"I'm not quite sure what cla..."


by Eliezer Yudkowsky Apr 21 2016

I'm not quite sure what claim of mine you're critiquing; can you spell out explicitly what you think I'm claiming, but haven't defended? My original statement was that FAI is hard for some of the same reasons cryptography is hard even though cases aren't exactly similar. You seem to be translating this into another claim that you think is implied or required, but can you spell that out a bit more? I mean, I've read what you've originally typed so you can refer to that rather than restating it, I'm just not clear from having read it what you think Eliezer's claim requires or implies and why, or if you're saying that the original claim itself hasn't been defended.

E.g., in the first comment I'm not sure what "the stronger version" is that isn't being defended - stronger version of what? What is that stronger version? In your second comment you say "You seem to be claiming that these are the same issue or conceptually closely related", and I'm not sure where you think I'm claiming that.

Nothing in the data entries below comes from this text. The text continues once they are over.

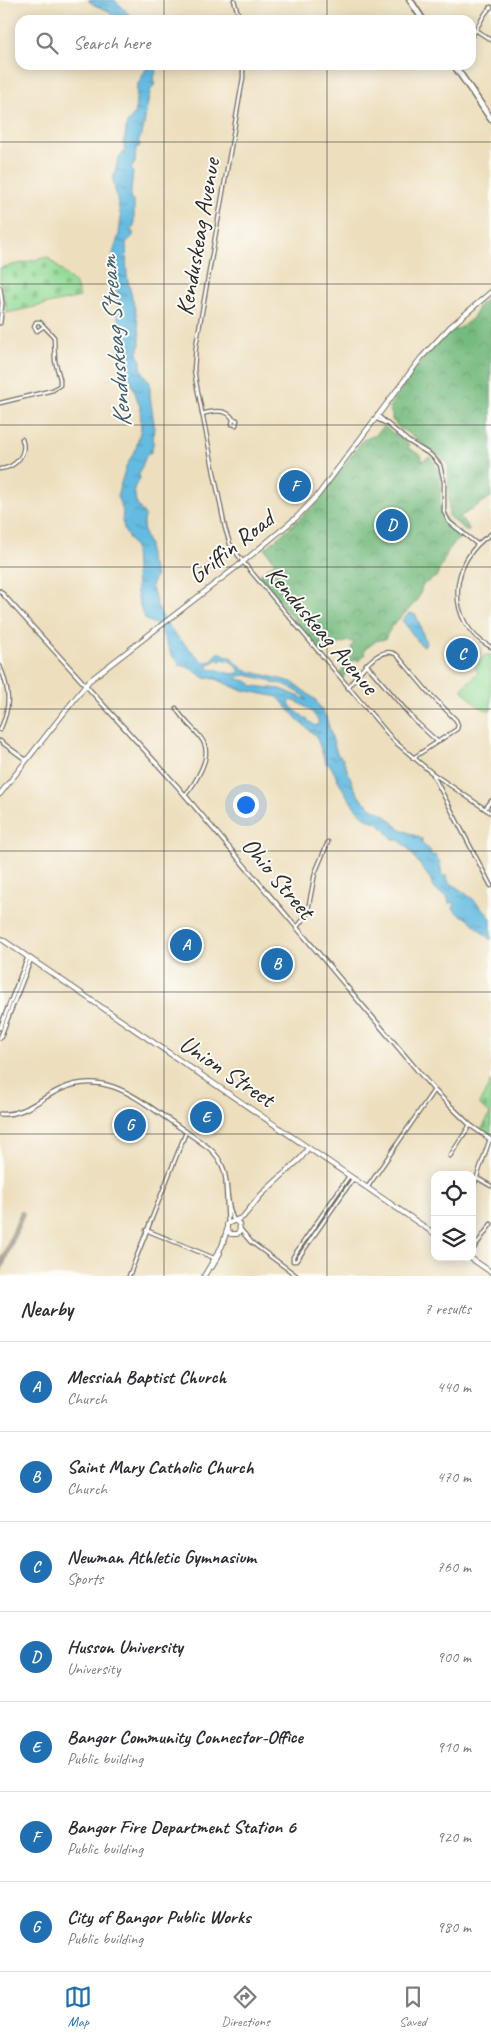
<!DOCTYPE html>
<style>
:root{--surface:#fff;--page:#f2f2f3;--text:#2b2b33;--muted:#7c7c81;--line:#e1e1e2;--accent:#1f6fb2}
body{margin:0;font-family:Caveat,sans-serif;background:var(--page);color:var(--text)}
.controls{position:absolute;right:15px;bottom:15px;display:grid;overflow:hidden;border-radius:10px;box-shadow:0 2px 12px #0003}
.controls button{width:45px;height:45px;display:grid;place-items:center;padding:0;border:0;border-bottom:1px solid var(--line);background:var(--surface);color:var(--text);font:25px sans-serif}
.you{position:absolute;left:245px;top:804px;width:18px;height:18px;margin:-12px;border:4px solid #fff;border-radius:50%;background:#1a73e8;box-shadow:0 0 0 8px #1a73e833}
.badge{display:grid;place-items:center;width:32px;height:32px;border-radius:50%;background:var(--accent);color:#fff;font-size:16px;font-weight:700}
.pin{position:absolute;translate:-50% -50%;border:2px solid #fff;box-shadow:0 1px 5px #0006}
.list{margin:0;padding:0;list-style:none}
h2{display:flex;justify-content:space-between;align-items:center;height:65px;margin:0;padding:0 20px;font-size:21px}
h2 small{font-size:16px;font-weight:400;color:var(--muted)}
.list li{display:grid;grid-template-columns:32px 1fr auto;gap:15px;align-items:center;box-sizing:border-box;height:90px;padding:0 20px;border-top:1px solid var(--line)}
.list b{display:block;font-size:19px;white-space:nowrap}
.list p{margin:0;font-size:16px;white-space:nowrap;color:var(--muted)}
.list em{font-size:16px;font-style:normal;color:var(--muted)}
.icon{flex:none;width:28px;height:28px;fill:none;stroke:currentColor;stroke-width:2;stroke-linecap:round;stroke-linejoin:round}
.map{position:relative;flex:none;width:491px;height:1276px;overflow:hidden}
.search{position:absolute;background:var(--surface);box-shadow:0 2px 12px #0003;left:15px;right:15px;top:15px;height:55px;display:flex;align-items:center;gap:12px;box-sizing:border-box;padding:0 18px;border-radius:15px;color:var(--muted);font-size:19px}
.sheet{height:695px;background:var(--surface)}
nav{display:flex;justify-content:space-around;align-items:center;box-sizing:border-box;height:70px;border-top:1px solid var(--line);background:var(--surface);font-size:14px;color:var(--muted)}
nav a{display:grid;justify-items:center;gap:2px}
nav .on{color:var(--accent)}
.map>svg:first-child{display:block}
.green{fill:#92da95;stroke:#5e8260}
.forest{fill:url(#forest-crowns);stroke:#507254}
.cemetery{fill:url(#cemetery-stones);stroke:#5e8260}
.water{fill:url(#water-ripples);stroke:#487386;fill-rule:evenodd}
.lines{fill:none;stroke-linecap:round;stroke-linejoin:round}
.taxiway{stroke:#8c8574;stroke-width:6}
.minor-casing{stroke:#6f6a5e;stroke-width:5}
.tertiary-casing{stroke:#6f6a5e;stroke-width:5.5}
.secondary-casing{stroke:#6f6a5e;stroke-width:6}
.primary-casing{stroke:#6f6a5e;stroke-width:8}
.minor{stroke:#fff;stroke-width:2.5}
.tertiary{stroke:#fff;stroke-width:3}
.secondary{stroke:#fff;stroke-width:4}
.primary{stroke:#fff;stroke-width:5}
.grid{fill:none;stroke:#2b2b2b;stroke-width:1;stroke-opacity:0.55}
.labels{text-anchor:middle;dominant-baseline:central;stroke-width:4;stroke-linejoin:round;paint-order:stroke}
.street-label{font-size:25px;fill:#2b2b2b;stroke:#fdfcf7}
.water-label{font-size:26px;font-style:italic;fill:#3f5d6b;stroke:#fdfcf7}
</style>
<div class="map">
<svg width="491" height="1276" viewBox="0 0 491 1276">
<defs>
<pattern id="forest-crowns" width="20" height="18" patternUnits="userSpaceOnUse" patternTransform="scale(1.25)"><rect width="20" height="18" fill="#75ba7e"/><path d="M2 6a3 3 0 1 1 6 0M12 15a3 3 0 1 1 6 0" fill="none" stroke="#609767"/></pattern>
<pattern id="cemetery-stones" width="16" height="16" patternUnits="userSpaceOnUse" patternTransform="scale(1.25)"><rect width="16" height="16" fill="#92da95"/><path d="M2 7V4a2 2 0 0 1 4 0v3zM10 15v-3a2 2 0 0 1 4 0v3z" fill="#7ebb81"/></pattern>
<pattern id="water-ripples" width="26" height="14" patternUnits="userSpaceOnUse" patternTransform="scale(1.25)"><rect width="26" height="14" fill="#64bbe1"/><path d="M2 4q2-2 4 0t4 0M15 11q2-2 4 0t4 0" fill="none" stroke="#5398b7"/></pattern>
</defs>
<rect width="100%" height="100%" fill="#fdfcf7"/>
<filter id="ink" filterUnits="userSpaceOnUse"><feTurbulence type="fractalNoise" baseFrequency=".02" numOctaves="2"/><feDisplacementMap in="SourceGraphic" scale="10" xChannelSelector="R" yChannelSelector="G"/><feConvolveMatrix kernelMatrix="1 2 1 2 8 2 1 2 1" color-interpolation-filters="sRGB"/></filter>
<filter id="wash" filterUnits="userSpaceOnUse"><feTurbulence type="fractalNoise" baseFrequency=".0096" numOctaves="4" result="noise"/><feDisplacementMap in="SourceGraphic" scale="20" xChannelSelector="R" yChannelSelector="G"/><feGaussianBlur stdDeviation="1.12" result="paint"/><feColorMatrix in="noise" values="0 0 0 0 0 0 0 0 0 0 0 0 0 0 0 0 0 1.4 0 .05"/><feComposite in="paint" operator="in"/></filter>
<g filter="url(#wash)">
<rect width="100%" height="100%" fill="#eddfbe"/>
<!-- green -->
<path class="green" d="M485 655H491V710C479 711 470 698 462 689L478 672 475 668Z"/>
<!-- forest -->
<g class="forest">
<polygon points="491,295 491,497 460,517 470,530 468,532 449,517 448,464 433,451 428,449 417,439 398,427 392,420 392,415 389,407 413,371 448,332 460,328 473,318 479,305"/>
<path d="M383 426 409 444 408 448 421 455V461L430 457C456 486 420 507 463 535L449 549 436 577 422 585C421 602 407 610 396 622 391 627 388 633 385 639L376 641 364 650 365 655 359 661 355 659 342 679 339 675 353 652 351 647 354 643 349 641 319 650 258 576 275 562 265 549 315 505 363 440 373 436Z"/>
</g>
<!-- cemetery -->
<g class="cemetery">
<polygon points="48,257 76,285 80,297 7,313 0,279 0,268"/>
<polygon points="491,1081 491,1135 481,1130 490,1114 479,1104"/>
</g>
<!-- water -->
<g class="water">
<polygon points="88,0 115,0 135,20 118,20 112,16 109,11 94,5"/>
<path d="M148 65H158L153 81 155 84 150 91 142 135 138 141 140 144 139 147H136L135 163 131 169 133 172 130 200 134 201V227L130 231 133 232V236L126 243C127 254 126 264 127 275 129 292 147 340 137 354L141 361C140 370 145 376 150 383V396L154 423 153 445 151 452 146 456 139 474 140 478 134 488 136 503 145 516 143 527 145 536 149 545V559L156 575 151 586C155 593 155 601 158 608 167 629 187 647 204 662L212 661 217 653H221L232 658 244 670 292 682 315 699 326 717 337 754 343 759 354 787 360 798 372 808 385 815 399 828 422 839V844L430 850 432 856 435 855 440 862 442 876H447L448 881 473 899 491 918V940L467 918 457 913 453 908 455 904 453 902 449 904 448 898 433 888 431 880 407 847 400 841 393 839 378 822C356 821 340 782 330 765L326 763 316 736 299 721 278 697 238 689 216 679 205 678 188 667 179 665 177 660 172 656 161 631 155 624 146 620 142 613 137 594 135 548 125 532 122 521 123 511 117 496 126 467 136 448 141 428 140 407 124 361 126 332C116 324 118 309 117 297L118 294 112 283 114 280 113 254 119 234 121 218 113 180 118 160 125 150 123 142 125 138 127 123 135 114 137 86ZM217 659 220 661 223 659 232 662 240 671C231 679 222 667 210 670L207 665H210ZM246 675 269 680 272 683 284 684 303 695 307 700 281 689 253 686 247 681 237 679 239 676ZM291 700C302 703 316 712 319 724L315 726 291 707 289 702Z"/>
<polygon points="410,613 416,615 426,643 424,646 420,644 402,620"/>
</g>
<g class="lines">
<!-- taxiway -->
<polyline class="taxiway" points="0,1269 22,1214"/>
</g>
</g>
<g filter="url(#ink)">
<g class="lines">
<!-- minor casing -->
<g class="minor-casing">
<g id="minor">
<polyline points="234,0 240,20"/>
<polyline points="477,31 491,40"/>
<path d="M471 37C479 28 482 14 491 7"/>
<polyline points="243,65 243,78 196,346 194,369 196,382 225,528 230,544 243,562 394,741 432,773 491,813"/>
<polyline points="0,403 53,390 60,385 60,379 55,361 54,337 40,322 36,322 34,326 37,331 43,327"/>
<path d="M202 414C212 411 227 408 233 419L232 424 236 425 237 420 233 419"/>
<polyline points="377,415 408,441 431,455 440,465 444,482 444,512 449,522 477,544"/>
<polyline points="375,418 387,424"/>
<path d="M0 469C15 468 28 454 22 439"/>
<path d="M491 534C449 560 444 623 491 647"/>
<polyline points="366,664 415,721 438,742"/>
<path d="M0 666C10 691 11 706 0 730"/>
<path d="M348 688C357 675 379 643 397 655L428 692 456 720 458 725 457 729 413 758"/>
<path d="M176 708C189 732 216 737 202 768 197 779 193 787 185 795"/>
<polyline points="0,741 26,760"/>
<polyline points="433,775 491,886"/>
<polyline points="485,809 491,801"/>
<polyline points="297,927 307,915 315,873 328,842"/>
<polyline points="450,1156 470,1125"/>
<polyline points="349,1176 293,1257 293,1261 296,1261 299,1257 353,1179"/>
<polyline points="477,1178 491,1186"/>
<polyline points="367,1188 434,1090"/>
<polyline points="472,1191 490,1139"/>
<polyline points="146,1230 214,1258"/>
<polyline points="251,1242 297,1276"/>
<polyline points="472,1251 491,1224"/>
<polyline points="129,1276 186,1132"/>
</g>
</g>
<!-- tertiary casing -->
<g class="tertiary-casing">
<g id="tertiary">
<polyline points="0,288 2,303 0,323"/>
<polyline points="0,591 178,787 434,1090 470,1125 491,1140"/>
<polyline points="0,1028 28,957"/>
<polyline points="0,1038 31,959"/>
<path d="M0 1114C24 1116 39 1099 59 1090 100 1071 130 1093 162 1115 178 1126 194 1137 209 1148 235 1170 221 1196 234 1221"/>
<polyline points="226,1183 228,1223"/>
<polyline points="240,1229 251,1242"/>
</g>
</g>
<!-- secondary casing -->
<g class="secondary-casing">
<g id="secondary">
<polyline points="0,794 89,681 243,562 297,517 318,495 421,358 450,327 491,292"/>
<polyline points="0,938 435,1234"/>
<polyline points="236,1221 239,1224 240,1230 237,1234 231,1234 227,1230 227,1224 243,1217 261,1195 301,1158 308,1148"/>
<polyline points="469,1257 491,1272"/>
<polyline points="212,1267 220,1253"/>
<polyline points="204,1276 222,1246 227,1230"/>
</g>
</g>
<!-- primary casing -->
<g class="primary-casing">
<g id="primary">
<polyline points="410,0 423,20"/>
<polyline points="454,65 491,119"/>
</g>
</g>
<!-- minor -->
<use href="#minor" class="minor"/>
<!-- tertiary -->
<use href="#tertiary" class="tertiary"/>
<!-- secondary -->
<use href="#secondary" class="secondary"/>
<!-- primary -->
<use href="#primary" class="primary"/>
</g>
</g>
<!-- grid -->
<path class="grid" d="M164 0V20M327 0V20M164 65V1276M327 65V1276M0 142H491M0 284H491M0 425H491M0 567H491M0 709H491M0 851H491M0 992H491M0 1134H491"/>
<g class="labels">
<!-- street labels -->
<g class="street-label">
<text transform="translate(198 237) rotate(-80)">Kenduskeag Avenue</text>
<text transform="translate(231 547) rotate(-38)">Griffin Road</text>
<text transform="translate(322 630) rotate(50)">Kenduskeag Avenue</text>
<text transform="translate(278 878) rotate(50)">Ohio Street</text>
<text transform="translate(227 1071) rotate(34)">Union Street</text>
</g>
<!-- water labels -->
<g class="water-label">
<text transform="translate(115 342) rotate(-95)">Kenduskeag Stream</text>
</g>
</g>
</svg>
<div class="controls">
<button><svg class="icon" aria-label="locate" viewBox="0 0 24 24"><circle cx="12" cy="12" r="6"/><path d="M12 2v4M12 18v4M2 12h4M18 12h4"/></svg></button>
<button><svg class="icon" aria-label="layers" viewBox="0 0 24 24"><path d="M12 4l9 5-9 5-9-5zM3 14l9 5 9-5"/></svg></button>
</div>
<div class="you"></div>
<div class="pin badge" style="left:186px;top:945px">A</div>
<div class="pin badge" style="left:277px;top:964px">B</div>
<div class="pin badge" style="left:462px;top:654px">C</div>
<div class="pin badge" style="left:392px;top:525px">D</div>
<div class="pin badge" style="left:206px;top:1117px">E</div>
<div class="pin badge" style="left:295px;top:486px">F</div>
<div class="pin badge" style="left:130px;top:1125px">G</div>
<div class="search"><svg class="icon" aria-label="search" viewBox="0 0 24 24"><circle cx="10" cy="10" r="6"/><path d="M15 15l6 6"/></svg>Search here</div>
</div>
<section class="sheet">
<h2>Nearby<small>7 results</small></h2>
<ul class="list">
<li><span class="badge">A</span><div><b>Messiah Baptist Church</b><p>Church</p></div><em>440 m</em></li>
<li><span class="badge">B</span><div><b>Saint Mary Catholic Church</b><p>Church</p></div><em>470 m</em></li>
<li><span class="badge">C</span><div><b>Newman Athletic Gymnasium</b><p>Sports</p></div><em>760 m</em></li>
<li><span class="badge">D</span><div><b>Husson University</b><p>University</p></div><em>900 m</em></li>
<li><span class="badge">E</span><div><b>Bangor Community Connector-Office</b><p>Public building</p></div><em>910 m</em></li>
<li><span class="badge">F</span><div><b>Bangor Fire Department Station 6</b><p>Public building</p></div><em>920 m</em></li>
<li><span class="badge">G</span><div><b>City of Bangor Public Works</b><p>Public building</p></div><em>980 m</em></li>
</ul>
</section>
<nav>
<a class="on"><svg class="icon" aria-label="map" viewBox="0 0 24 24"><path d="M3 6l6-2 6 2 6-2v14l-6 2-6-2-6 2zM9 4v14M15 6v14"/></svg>Map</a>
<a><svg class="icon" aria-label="directions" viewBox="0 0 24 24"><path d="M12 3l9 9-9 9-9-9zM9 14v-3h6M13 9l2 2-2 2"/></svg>Directions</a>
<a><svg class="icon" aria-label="saved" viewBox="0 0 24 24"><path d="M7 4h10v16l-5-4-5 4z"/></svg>Saved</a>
</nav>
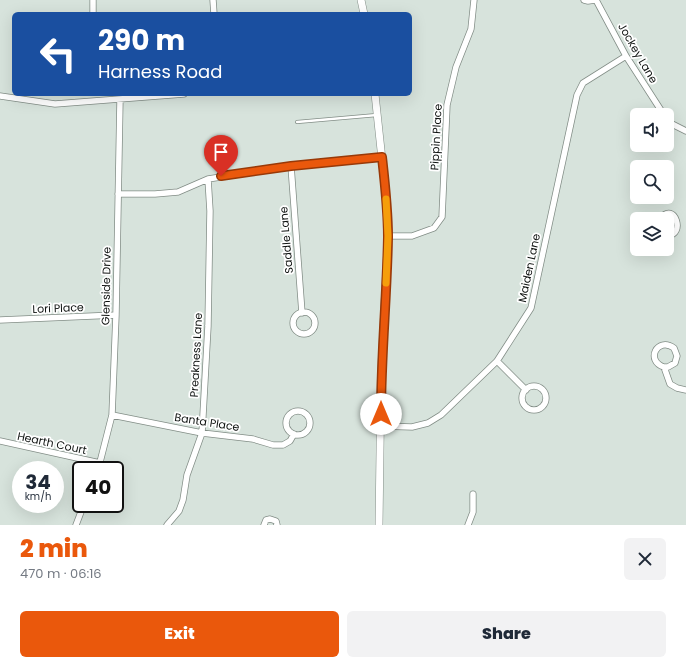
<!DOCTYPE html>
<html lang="en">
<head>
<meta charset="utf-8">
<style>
  :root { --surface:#fff; --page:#f2f2f3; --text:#1f2937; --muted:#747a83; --accent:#ea580c }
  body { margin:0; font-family:Poppins,sans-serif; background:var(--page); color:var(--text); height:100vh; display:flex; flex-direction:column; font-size:15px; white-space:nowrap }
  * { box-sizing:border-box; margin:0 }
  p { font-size:13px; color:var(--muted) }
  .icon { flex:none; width:22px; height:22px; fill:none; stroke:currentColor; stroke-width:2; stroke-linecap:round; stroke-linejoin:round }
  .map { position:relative; height:525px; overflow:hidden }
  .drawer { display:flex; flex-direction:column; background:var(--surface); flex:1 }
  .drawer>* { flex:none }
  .hud { position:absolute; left:12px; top:12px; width:400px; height:84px; border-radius:6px; box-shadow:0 4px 16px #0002; background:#1a4fa0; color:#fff; overflow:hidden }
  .tools { position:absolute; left:630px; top:108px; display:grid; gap:8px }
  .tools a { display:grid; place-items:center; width:44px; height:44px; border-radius:6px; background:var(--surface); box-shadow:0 4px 16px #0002; font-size:20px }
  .speed { position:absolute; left:12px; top:461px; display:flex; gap:8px; font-size:20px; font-weight:700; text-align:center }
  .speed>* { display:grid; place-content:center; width:52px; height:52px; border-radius:50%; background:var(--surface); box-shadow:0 4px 16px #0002; line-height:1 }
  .speed small { font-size:10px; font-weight:400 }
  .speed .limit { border:2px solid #111; border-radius:6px; background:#fff; color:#111 }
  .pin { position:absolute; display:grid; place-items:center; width:34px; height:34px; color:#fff; margin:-41px -17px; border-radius:50% 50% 50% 0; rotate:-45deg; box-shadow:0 0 4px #0007 }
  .pin .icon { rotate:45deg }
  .me { position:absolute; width:44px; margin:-22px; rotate:0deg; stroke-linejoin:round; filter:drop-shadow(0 0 3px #0008) }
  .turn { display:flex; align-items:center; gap:14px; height:84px; padding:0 20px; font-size:18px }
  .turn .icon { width:52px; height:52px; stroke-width:2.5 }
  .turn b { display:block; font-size:28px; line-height:34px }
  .round { display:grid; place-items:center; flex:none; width:42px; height:42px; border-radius:6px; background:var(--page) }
  .headline { display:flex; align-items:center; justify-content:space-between; height:68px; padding:0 20px }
  h1 { font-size:24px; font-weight:800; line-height:30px; color:var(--accent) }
  .primary-button { display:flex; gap:8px; margin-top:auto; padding:8px 20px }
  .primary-button a { flex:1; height:46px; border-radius:6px; background:var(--accent); color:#fff; font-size:16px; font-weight:800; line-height:46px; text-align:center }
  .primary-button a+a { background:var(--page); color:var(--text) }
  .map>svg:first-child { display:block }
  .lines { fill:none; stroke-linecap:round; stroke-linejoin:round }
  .service-casing { stroke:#828d86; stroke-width:4 }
  .minor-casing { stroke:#828d86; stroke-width:7 }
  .tertiary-casing { stroke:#828d86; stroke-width:8 }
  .service { stroke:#fff; stroke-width:2.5 }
  .minor { stroke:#fff; stroke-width:5.5 }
  .tertiary { stroke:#fff; stroke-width:7 }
  .route-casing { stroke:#983908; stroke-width:10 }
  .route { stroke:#ea580c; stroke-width:7 }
  .slow { stroke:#f59e0b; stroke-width:7 }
  .labels { text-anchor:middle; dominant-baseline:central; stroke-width:3.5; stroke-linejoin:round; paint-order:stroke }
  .street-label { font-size:11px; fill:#0d110f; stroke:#fff }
</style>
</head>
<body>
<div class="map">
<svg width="686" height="525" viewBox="0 0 686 525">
  <rect width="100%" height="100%" fill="#d7e3dc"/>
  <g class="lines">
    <defs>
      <path id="service" d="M297 122 377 115"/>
      <path id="minor" d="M93 0V14
        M213 0 214 14
        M584 0 588 1 595 0
        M596 0 626 56 664 115
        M0 96 55 104 184 94
        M667 119 672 124 686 131
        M291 166 302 313
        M118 194H155L178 192 208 179 291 166 382 157
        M660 219C675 199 686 237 667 235
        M388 236H412L434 228 442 217 447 105 456 67 471 29 474 0
        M293 323a11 11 0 1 1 22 0a11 11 0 1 1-22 0Z
        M0 320 116 315
        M497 361 526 390
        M664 367H668L675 363 677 356 674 348C657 336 645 361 664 367L670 384 677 388 686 390
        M522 398a12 12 0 1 1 24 0a12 12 0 1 1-24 0Z
        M286 423a12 12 0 1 1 24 0a12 12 0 1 1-24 0Z
        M112 415 202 433 253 439 273 445H283L290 441 294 434
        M381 426 412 427 428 423 441 415 497 361 531 308 577 95 583 83 626 56
        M0 441 100 463
        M98 470 112 415 116 315 120 100
        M76 525 84 504
        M167 525 179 511 183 500 187 475 202 433 208 326 210 211 208 179
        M264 525 266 520 270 519 276 521 277 525
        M468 525 473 512V494"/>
      <path id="tertiary" d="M361 0 364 14
        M375 94 386 197 388 236 381 378 379 525"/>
    </defs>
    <use href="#service" class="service-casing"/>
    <use href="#minor" class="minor-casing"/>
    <use href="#tertiary" class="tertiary-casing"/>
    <use href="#service" class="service"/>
    <use href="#minor" class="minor"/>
    <use href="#tertiary" class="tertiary"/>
  </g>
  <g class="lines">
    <defs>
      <path id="route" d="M221 176 291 166 382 157C385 184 388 210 388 237 387 296 381 355 381 414"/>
    </defs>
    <use href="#route" class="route-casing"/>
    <use href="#route" class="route"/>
    <path class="slow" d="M386 283 388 236 386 199"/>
  </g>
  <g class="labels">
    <g class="street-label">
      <text transform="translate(638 53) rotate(60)">Jockey Lane</text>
      <text transform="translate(436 137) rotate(-87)">Pippin Place</text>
      <text transform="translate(286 240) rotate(-95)">Saddle Lane</text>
      <text transform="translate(529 268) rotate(-78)">Maiden Lane</text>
      <text transform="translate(106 286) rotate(-89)">Glenside Drive</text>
      <text transform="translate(58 308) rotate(-2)">Lori Place</text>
      <text transform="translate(196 355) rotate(-87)">Preakness Lane</text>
      <text transform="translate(207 422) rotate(9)">Banta Place</text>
      <text transform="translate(52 443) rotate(12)">Hearth Court</text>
    </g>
  </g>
</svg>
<div class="tools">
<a><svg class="icon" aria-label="sound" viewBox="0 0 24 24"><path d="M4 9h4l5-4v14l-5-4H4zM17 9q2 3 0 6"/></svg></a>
<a><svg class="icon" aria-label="search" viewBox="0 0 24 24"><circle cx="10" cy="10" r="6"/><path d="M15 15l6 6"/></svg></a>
<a><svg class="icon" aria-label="layers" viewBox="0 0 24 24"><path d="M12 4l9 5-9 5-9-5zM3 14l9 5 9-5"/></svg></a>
</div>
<div class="speed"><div>34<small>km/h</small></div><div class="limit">40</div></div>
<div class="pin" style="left:221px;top:176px;background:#d93025"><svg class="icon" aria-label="arrive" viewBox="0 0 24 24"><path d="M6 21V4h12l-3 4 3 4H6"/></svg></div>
<svg class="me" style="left:381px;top:414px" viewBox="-20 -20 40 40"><circle r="19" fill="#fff"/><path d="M0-13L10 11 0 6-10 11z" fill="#ea580c"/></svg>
<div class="hud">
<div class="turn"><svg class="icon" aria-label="left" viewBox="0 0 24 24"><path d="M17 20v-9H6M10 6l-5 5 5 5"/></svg><div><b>290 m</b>Harness Road</div></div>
</div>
</div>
<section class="drawer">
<div class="headline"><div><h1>2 min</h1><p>470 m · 06:16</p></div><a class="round"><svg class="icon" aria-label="close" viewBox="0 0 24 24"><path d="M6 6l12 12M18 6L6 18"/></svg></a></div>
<div class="primary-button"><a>Exit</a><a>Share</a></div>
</section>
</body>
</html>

"You optimize a system for X. You are unhappy when X ends up optimized." This shares mindset with cryptography because most ways of attempting this run into unforeseen optima and the process of trying to foresee these means pitting your own ability to search the option space against the AI's ability to do so. Likewise when you try to optimize X' where you think X' rules out some flaw, and the result is the nearest unblocked strategy, then to see this coming in advance and not just walk directly into the whirling razor blades involves a similar though not identical mindset to the cryptographer's mindset of asking how the adversary might react to your attempted safety precautions, without just going, "Dur, I guess there's nothing the other agent can do, I win."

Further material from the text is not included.